Sérurier, tout en s’inclinant devant cette raison qui était réelle, comme nous le verrons, exprimait le regret qu’Elisabeth ne lui eût pas fait part de sa décision avant de la rendre publique : il aurait trouvé plus convenable que cette nouvelle fût annoncée à Paris par l’entremise de la Légation, au lieu de l’être par les gazettes. C’était surtout le fait de citer en justice le roi de Westphalie que le fonctionnaire respectueux considérait comme une insulte à la majesté royale ; il le jugeait « contraire à l’usage constant qui reconnaît que les souverains ne relèvent que de Dieu, et ne peuvent être cités devant des cours particulières ; » un représentant de Louis XIV n’eût pas mieux défendu les prérogatives du droit divin.

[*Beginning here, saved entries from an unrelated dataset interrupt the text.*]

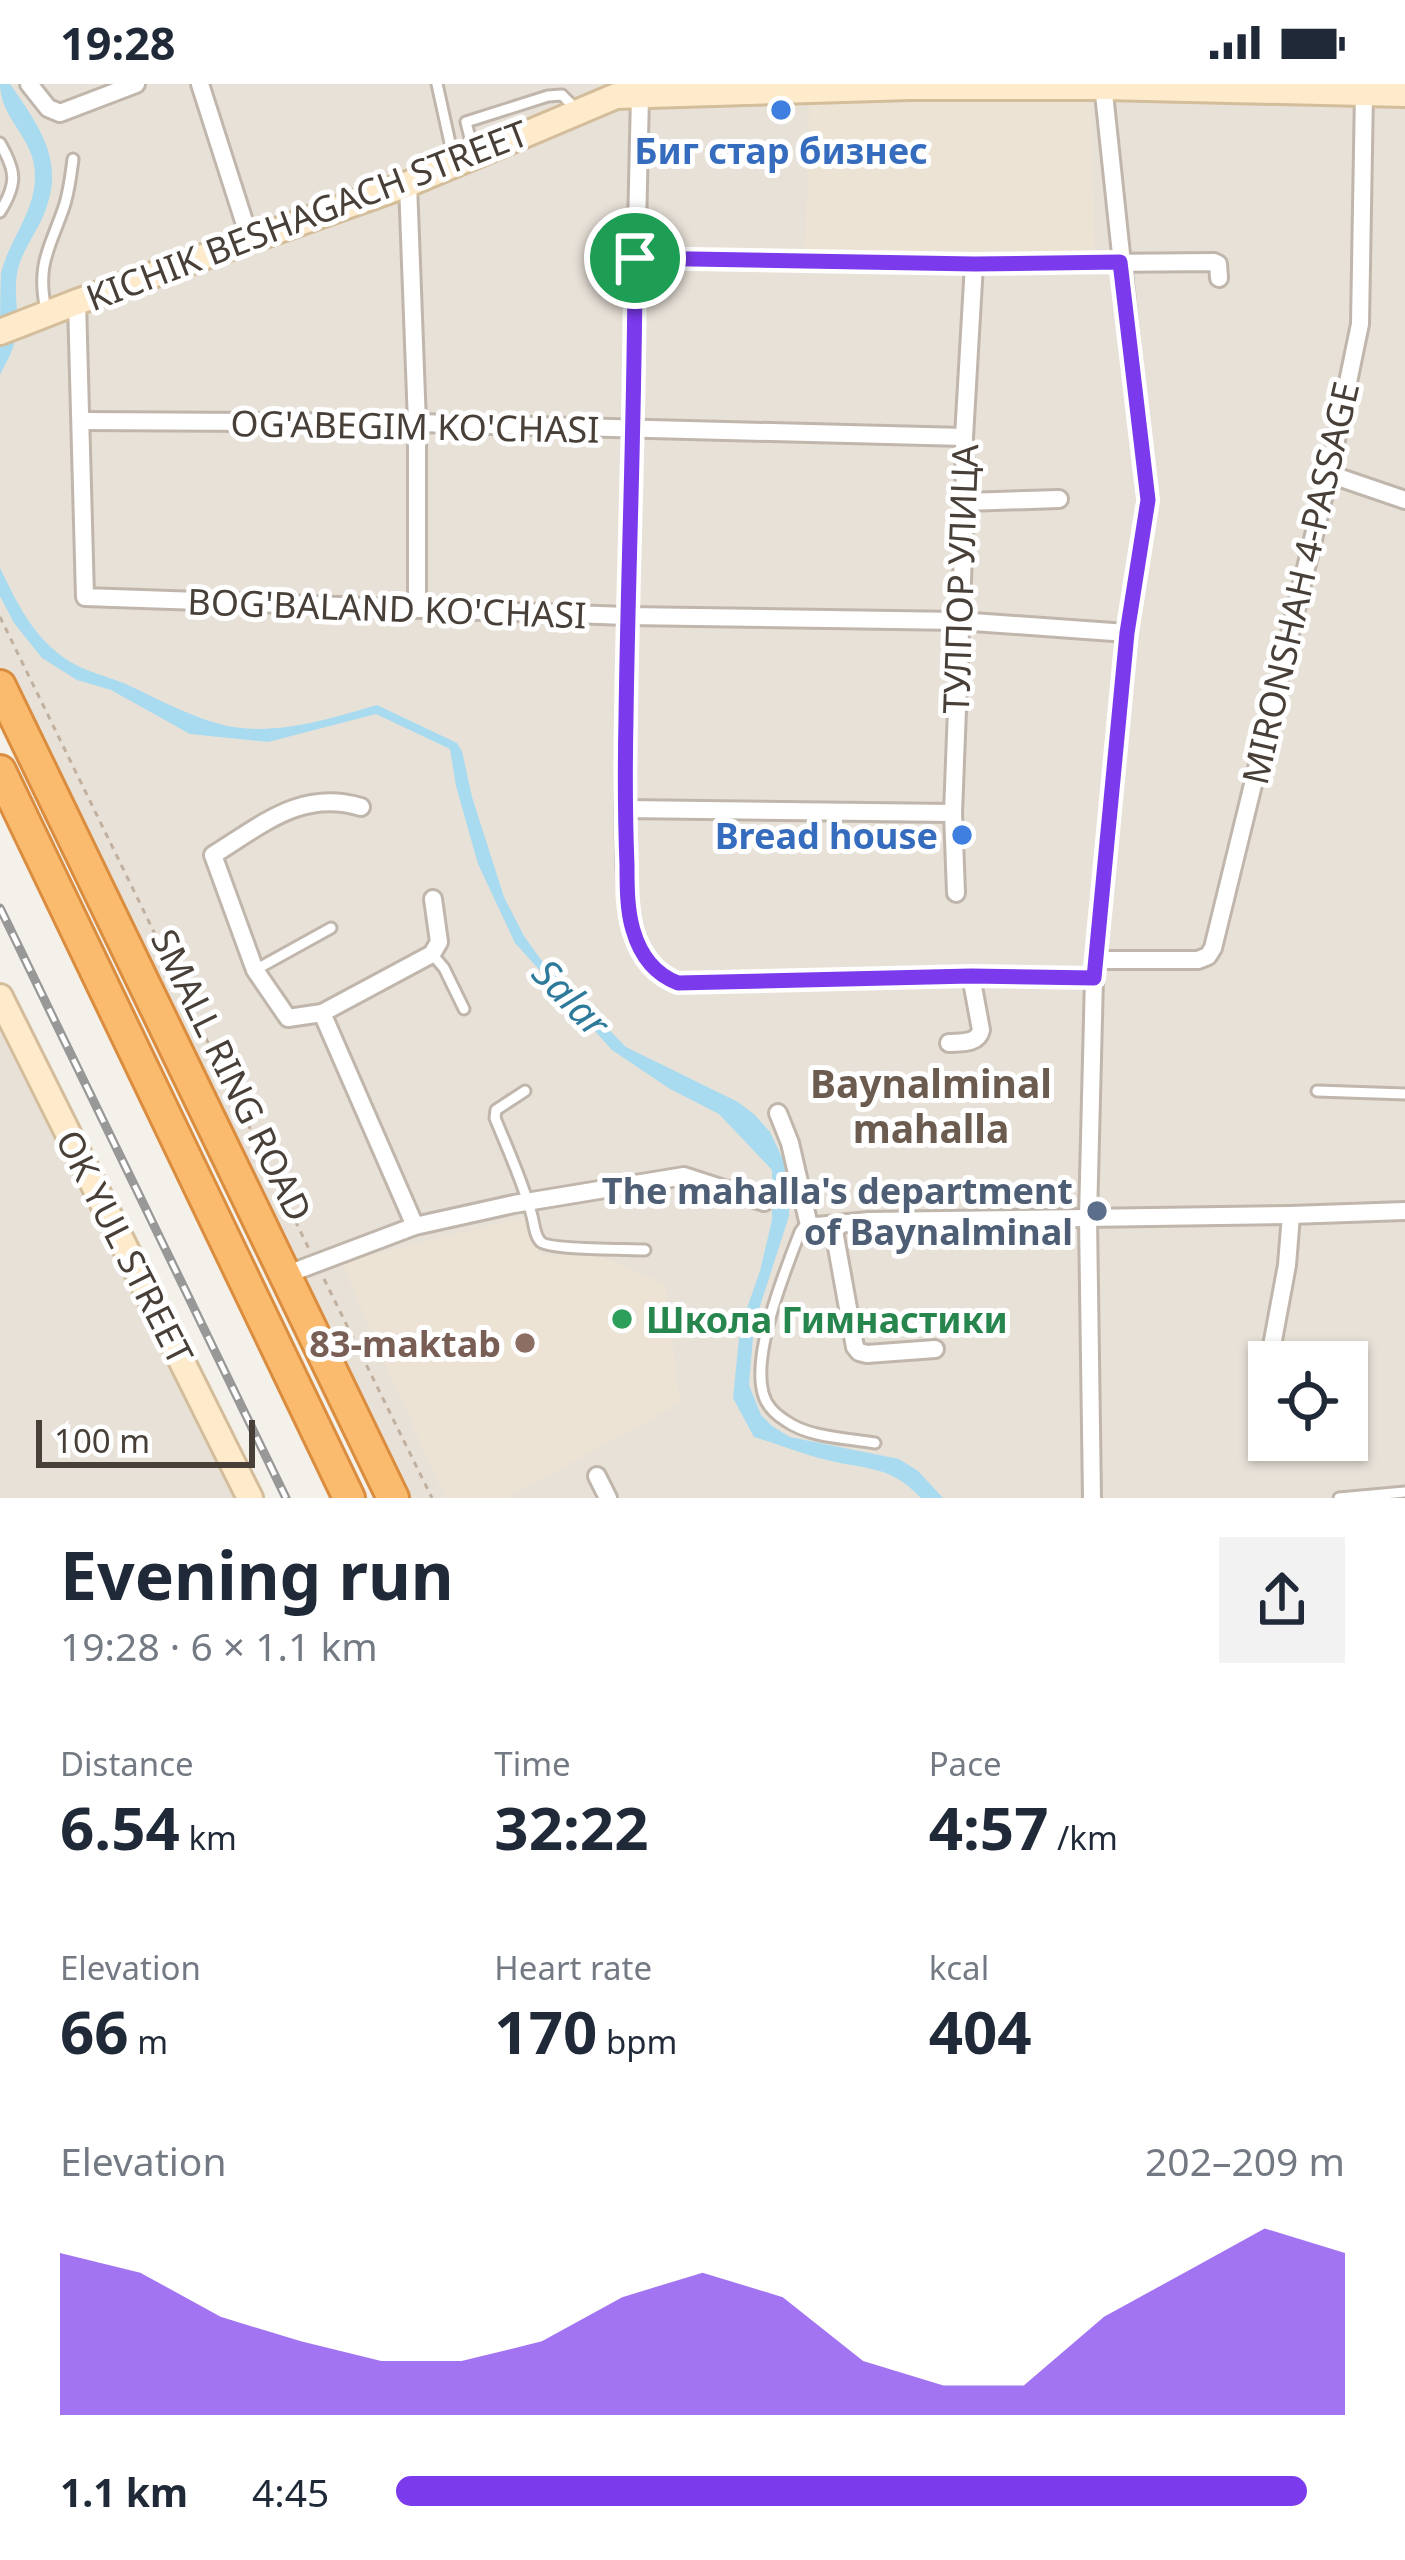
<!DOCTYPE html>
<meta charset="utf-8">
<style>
:root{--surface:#fff;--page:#f2f2f3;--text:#1f2937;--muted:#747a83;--accent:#7c3aed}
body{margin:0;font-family:"Noto Sans",sans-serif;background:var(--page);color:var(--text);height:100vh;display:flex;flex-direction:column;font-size:45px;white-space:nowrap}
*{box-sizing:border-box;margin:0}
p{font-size:39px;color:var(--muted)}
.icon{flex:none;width:66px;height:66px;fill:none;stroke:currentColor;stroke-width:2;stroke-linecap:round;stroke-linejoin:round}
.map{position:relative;height:1414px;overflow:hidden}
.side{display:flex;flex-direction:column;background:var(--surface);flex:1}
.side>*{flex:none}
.fabs{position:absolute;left:1248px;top:1257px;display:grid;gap:24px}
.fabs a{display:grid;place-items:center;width:120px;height:120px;border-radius:0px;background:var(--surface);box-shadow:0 3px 9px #0004;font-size:60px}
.scale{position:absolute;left:36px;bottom:30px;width:219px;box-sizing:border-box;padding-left:12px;border:6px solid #484038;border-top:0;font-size:33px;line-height:42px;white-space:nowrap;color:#484038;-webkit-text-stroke:9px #fff;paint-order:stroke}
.pin{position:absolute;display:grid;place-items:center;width:102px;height:102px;color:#fff;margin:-51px;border:6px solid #fff;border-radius:50%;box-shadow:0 3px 12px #0007}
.round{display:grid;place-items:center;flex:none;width:126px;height:126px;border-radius:0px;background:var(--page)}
.headline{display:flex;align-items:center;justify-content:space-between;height:204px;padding:0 60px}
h1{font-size:66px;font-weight:700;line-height:90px}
.stats{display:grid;grid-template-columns:repeat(3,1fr);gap:18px;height:204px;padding:12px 60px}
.stats div{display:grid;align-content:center}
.stats b{font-size:60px;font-weight:700}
.stats small{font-size:33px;font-weight:400}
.stats p{font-size:33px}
.chart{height:336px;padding:24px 60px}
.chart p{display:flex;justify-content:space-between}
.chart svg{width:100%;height:216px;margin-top:12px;fill:var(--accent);opacity:.7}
ul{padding:0 60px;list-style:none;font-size:39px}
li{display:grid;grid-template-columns:192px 144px 1fr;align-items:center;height:90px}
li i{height:30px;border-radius:15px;background:var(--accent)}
.status{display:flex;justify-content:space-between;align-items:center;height:84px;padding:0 60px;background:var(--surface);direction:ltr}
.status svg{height:33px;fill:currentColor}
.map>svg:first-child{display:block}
.residential{fill:#e8e1d8;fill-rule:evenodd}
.education{fill:#ede3d4}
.water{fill:#a8dbef}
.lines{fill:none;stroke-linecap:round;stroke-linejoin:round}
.lane-casing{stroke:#c0b6ac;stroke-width:15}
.street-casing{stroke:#c0b6ac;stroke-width:22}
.secondary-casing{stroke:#d3bd9a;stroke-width:30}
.highway-casing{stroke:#da8d3e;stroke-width:36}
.path{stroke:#c1b09e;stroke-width:3;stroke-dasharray:6 6;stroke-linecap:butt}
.lane{stroke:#fff;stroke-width:9}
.street{stroke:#fff;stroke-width:16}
.secondary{stroke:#fdebcb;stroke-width:24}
.highway{stroke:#fabb6f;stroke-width:30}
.rail-casing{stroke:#989898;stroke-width:9}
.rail{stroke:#fff;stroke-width:4.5;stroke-dasharray:14;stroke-linecap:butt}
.route-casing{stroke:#fff;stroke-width:24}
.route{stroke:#7c3aed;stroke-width:15}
.shop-dot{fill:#3f7fe0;stroke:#fff;stroke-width:4.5}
.service-dot{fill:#5c6f8a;stroke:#fff;stroke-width:4.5}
.leisure-dot{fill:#2e9e5b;stroke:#fff;stroke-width:4.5}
.education-dot{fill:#8d6e63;stroke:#fff;stroke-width:4.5}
.labels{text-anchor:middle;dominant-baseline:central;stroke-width:10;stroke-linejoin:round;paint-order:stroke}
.shop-label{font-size:36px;font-weight:bold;fill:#366cbe;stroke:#fff}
.street-label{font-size:36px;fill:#484038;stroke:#fff}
.service-label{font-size:36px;font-weight:bold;fill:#4e5e75;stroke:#fff;text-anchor:end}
.leisure-label{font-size:36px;font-weight:bold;fill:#27864d;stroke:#fff;text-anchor:start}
.education-label{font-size:36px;font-weight:bold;fill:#785e54;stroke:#fff;text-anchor:end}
.water-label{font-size:39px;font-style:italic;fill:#2d7a9a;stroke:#fff}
.neighbourhood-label{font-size:39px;font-weight:bold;fill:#6b5c4f;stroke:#fff}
</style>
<div class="status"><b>19:28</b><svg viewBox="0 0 49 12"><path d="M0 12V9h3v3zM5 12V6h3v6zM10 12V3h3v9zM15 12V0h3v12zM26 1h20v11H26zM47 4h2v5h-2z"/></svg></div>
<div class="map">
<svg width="1405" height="1414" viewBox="0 0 1405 1414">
<rect width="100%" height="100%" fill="#f4f0ea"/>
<g class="residential">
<path d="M0 0H1405V1414H393L0 602ZM1269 1278H1347V1356H1269Z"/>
<path d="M0 912 255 1414H0Z"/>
</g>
<g class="education">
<path d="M810 8 1091 15 1095 175 805 171Z"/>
<path d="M525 1133 540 1171H598L665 1200 680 1319 508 1414H445L341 1178Z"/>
</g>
<g class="water">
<path d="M0 0H10C39 42 66 77 44 130 36 150 20 169 17 190 13 212 21 235 15 256 13 268 5 280 0 291 0 262 0 216 1 189 9 156 35 128 35 93 36 54 0 36 0 0Z"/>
<path d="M0 484C21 527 40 567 87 586 101 592 116 595 130 602 160 616 191 633 223 641 273 653 329 635 377 621L457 659 462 667 472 713 504 813 524 852 544 880 626 963 738 1018 755 1031 770 1048 789 1088V1132L754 1241 749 1301 761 1331 772 1342 790 1353 899 1375 918 1387 943 1414H921C890 1381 867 1386 827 1376 802 1370 778 1360 754 1353L733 1314 740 1244 760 1187 772 1136V1086L719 1030 670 1005 612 966 515 859 478 780 456 702 450 665 376 630 268 658 190 650 111 606 77 596 42 574 14 539 0 512Z"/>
</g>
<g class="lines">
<g class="lane-casing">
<g id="lane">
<path d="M437 0 454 77"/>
<path d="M0 59C16 87 18 99 0 128"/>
<path d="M474 70 466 38 548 12 562 11 575 24"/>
<path d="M46 226C36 180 50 164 64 123 69 108 71 91 73 75"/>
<path d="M432 870 444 884 464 925"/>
<path d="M255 886 331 844"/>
<path d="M525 1007 496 1026 495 1034C508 1066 523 1098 532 1132 534 1140 535 1153 541 1158 550 1166 627 1165 645 1166"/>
<path d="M1317 1007 1405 1010"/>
<path d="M808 1137 800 1148C785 1187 752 1268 763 1309 766 1321 776 1331 786 1337 810 1354 847 1354 875 1359"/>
<path d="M1339 1414 1405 1408"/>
</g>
</g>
<g class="street-casing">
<g id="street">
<path d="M29 0 48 24 60 29 136 0"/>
<path d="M200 0 250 156"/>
<path d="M640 11 624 725C627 779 617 877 678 899L971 892 1094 894"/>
<path d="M408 100 417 339V525"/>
<path d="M635 174 974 180 1214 178 1218 180 1219 194"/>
<path d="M77 218 85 513 627 532 959 537 1127 549"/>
<path d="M82 337 417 339 964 353"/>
<path d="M1329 390 1405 416"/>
<path d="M965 418 1059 415"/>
<path d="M361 723C301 705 262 741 213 771L255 886 288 934 322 929 432 870 439 858 433 815"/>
<path d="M624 725 953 729"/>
<path d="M956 809 953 729 965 418 964 353 974 180"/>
<path d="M1096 876H1198L1208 872 1213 864 1329 390 1360 240 1364 8"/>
<path d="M322 929 415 1142"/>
<path d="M949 959C961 958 978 960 981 946L971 892"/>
<path d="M778 1029 790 1059 808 1137 811 1141 817 1142 869 1137 1291 1131 1405 1127"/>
<path d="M833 1141 855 1263 859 1268 867 1270 935 1265"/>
<path d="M285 1191 415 1142 514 1120 684 1092 764 1118"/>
<path d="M1269 1278 1287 1181 1291 1131"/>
<path d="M597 1392 608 1414"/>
<path d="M1092 1414 1088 1134 1094 894 1127 549 1147 416 1103 0"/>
</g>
</g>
<g class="secondary-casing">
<g id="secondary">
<path d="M0 248 77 218 408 100 616 12 910 3H1103L1405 10"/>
<path d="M0 913 250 1414"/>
</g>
</g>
<g class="highway-casing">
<g id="highway">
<path d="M0 602 393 1414"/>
<path d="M0 687 349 1414"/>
</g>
</g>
<g class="path">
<path d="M0 533 309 1165"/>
<path d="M324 1195 432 1414"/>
</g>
<use href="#lane" class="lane"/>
<use href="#street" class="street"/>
<use href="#secondary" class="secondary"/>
<use href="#highway" class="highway"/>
<g class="rail-casing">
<path id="rail" d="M0 824 286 1414"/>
</g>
<use href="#rail" class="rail"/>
</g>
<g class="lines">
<g class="route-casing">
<path id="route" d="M635 174 974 180 1120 178 1148 416 1127 549 1094 894 971 892 678 899C654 890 640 870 633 846 627 826 627 802 627 781 625 732 625 683 626 634 628 481 635 327 635 174Z"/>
</g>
<use href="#route" class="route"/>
</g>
<g class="shop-dot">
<circle cx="781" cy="26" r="12"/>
<circle cx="962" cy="751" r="12"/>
</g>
<circle class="service-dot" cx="1097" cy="1127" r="12"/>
<circle class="leisure-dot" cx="622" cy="1235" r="12"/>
<circle class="education-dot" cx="525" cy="1259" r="12"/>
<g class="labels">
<g class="shop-label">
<text x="781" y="66">Биг стар бизнес</text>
<text x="938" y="751" text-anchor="end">Bread house</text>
</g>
<g class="street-label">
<text transform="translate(307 131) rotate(-21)">KICHIK BESHAGACH STREET</text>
<text transform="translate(415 342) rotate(1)">OG'ABEGIM KO'CHASI</text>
<text transform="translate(960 495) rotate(-88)">ТУЛПОР УЛИЦА</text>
<text transform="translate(1300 499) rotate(-77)">MIRONSHAH 4-PASSAGE</text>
<text transform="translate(387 524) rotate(2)">BOG'BALAND KO'CHASI</text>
<text transform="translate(232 991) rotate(64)">SMALL RING ROAD</text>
<text transform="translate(125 1163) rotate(63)">OK YUL STREET</text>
</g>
<g class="service-label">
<text x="1073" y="1106">The mahalla's department<tspan x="1073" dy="41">of Baynalminal</tspan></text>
</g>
<g class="leisure-label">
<text x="646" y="1235">Школа Гимнастики</text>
</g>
<g class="education-label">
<text x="501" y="1259">83-maktab</text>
</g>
<g class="water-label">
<text transform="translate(572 913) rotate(46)">Salar</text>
</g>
<g class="neighbourhood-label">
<text x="931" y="998">Baynalminal<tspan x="931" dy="45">mahalla</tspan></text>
</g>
</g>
</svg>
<div class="fabs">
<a><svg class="icon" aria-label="locate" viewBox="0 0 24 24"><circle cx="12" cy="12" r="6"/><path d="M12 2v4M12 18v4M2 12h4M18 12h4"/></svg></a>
</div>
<div class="scale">100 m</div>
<div class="pin" style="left:635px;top:174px;background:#1e9e55"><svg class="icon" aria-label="arrive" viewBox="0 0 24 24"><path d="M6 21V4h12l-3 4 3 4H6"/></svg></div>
</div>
<section class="side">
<div class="headline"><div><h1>Evening run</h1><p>19:28 · 6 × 1.1 km</p></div><a class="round"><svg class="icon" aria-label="share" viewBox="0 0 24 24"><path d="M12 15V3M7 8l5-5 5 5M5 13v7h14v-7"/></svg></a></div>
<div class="stats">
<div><p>Distance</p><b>6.54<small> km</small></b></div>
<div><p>Time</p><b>32:22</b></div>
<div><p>Pace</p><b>4:57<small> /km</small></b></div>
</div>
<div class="stats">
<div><p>Elevation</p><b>66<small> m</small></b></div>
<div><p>Heart rate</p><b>170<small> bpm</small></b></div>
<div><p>kcal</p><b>404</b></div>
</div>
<div class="chart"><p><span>Elevation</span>202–209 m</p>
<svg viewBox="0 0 160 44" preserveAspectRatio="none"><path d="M0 44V11L10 15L20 24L30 29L40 33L50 33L60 29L70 20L80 15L90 20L100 33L110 38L120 38L130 24L140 15L150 6L160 11V44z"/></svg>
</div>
<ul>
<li><b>1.1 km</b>4:45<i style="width:96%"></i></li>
</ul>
</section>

Le lendemain, Sérurier recevait la lettre suivante :


« Monsieur, je regrette de me voir forcée de prendre sur le temps de Votre Excellence, mais je croirais manquer au respect et à la reconnaissance que je dois à Sa Majesté Impériale pour l’intérêt que Sa Majesté daigne prendre à ma situation si je gardais le silence sur les motifs qui ont déterminé ma demande en divorce auprès de la législature du Maryland.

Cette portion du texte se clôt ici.